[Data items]
--- START ---

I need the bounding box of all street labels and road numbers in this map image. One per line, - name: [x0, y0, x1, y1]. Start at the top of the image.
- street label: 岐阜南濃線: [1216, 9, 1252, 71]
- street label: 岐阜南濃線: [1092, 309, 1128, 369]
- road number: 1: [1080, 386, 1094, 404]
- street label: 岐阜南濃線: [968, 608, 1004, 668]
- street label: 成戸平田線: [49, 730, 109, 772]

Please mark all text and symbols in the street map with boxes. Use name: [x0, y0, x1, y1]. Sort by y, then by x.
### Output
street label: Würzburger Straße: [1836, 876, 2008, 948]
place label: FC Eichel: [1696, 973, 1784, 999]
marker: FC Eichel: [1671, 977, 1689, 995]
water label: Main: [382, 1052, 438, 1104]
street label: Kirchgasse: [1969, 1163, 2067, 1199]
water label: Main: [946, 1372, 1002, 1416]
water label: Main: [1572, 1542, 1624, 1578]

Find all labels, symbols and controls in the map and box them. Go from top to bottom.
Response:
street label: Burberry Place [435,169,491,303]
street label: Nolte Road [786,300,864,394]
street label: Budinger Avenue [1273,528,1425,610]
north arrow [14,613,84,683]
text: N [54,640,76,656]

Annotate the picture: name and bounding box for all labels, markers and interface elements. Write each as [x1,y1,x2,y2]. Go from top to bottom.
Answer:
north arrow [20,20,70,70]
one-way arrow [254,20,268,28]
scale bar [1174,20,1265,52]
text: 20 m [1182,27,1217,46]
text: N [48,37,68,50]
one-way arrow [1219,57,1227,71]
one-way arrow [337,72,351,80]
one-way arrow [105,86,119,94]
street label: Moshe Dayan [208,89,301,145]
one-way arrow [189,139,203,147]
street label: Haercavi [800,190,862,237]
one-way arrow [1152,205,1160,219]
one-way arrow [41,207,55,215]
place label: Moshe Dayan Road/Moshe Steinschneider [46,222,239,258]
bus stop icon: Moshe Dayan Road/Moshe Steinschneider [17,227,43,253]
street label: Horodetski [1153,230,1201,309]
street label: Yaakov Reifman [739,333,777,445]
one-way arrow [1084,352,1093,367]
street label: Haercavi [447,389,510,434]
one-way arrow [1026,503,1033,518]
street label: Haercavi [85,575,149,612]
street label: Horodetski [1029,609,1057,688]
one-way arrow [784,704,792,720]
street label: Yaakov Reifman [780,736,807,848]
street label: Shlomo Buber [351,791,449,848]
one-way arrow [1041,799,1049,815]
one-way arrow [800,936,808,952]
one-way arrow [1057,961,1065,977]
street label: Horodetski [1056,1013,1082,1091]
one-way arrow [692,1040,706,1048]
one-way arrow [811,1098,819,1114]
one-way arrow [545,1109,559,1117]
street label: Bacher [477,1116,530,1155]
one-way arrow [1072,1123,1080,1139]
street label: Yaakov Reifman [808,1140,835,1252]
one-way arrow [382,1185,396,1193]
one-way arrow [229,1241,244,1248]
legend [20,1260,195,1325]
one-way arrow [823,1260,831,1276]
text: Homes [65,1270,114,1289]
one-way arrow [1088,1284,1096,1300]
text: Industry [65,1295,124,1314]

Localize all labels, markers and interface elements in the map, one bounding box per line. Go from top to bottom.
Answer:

--- END ---

Each entry must be set down exactly as it appears.

= FINAL ANSWER =
I need the bounding box of all street labels and road numbers in this map image. One per line, - name: [x0, y0, x1, y1]. Start at the top of the image.
- street label: 岐阜南濃線: [1216, 9, 1252, 71]
- street label: 岐阜南濃線: [1092, 309, 1128, 369]
- road number: 1: [1080, 386, 1094, 404]
- street label: 岐阜南濃線: [968, 608, 1004, 668]
- street label: 成戸平田線: [49, 730, 109, 772]

Please mark all text and symbols in the street map with boxes. Use name: [x0, y0, x1, y1]. Sort by y, then by x.
### Output
street label: Würzburger Straße: [1836, 876, 2008, 948]
place label: FC Eichel: [1696, 973, 1784, 999]
marker: FC Eichel: [1671, 977, 1689, 995]
water label: Main: [382, 1052, 438, 1104]
street label: Kirchgasse: [1969, 1163, 2067, 1199]
water label: Main: [946, 1372, 1002, 1416]
water label: Main: [1572, 1542, 1624, 1578]

Find all labels, symbols and controls in the map and box them. Go from top to bottom.
Response:
street label: Burberry Place [435,169,491,303]
street label: Nolte Road [786,300,864,394]
street label: Budinger Avenue [1273,528,1425,610]
north arrow [14,613,84,683]
text: N [54,640,76,656]

Annotate the picture: name and bounding box for all labels, markers and interface elements. Write each as [x1,y1,x2,y2]. Go from top to bottom.
Answer:
north arrow [20,20,70,70]
one-way arrow [254,20,268,28]
scale bar [1174,20,1265,52]
text: 20 m [1182,27,1217,46]
text: N [48,37,68,50]
one-way arrow [1219,57,1227,71]
one-way arrow [337,72,351,80]
one-way arrow [105,86,119,94]
street label: Moshe Dayan [208,89,301,145]
one-way arrow [189,139,203,147]
street label: Haercavi [800,190,862,237]
one-way arrow [1152,205,1160,219]
one-way arrow [41,207,55,215]
place label: Moshe Dayan Road/Moshe Steinschneider [46,222,239,258]
bus stop icon: Moshe Dayan Road/Moshe Steinschneider [17,227,43,253]
street label: Horodetski [1153,230,1201,309]
street label: Yaakov Reifman [739,333,777,445]
one-way arrow [1084,352,1093,367]
street label: Haercavi [447,389,510,434]
one-way arrow [1026,503,1033,518]
street label: Haercavi [85,575,149,612]
street label: Horodetski [1029,609,1057,688]
one-way arrow [784,704,792,720]
street label: Yaakov Reifman [780,736,807,848]
street label: Shlomo Buber [351,791,449,848]
one-way arrow [1041,799,1049,815]
one-way arrow [800,936,808,952]
one-way arrow [1057,961,1065,977]
street label: Horodetski [1056,1013,1082,1091]
one-way arrow [692,1040,706,1048]
one-way arrow [811,1098,819,1114]
one-way arrow [545,1109,559,1117]
street label: Bacher [477,1116,530,1155]
one-way arrow [1072,1123,1080,1139]
street label: Yaakov Reifman [808,1140,835,1252]
one-way arrow [382,1185,396,1193]
one-way arrow [229,1241,244,1248]
legend [20,1260,195,1325]
one-way arrow [823,1260,831,1276]
text: Homes [65,1270,114,1289]
one-way arrow [1088,1284,1096,1300]
text: Industry [65,1295,124,1314]

Localize all labels, markers and interface elements in the map, one bounding box per line. Go from top to bottom.
Answer:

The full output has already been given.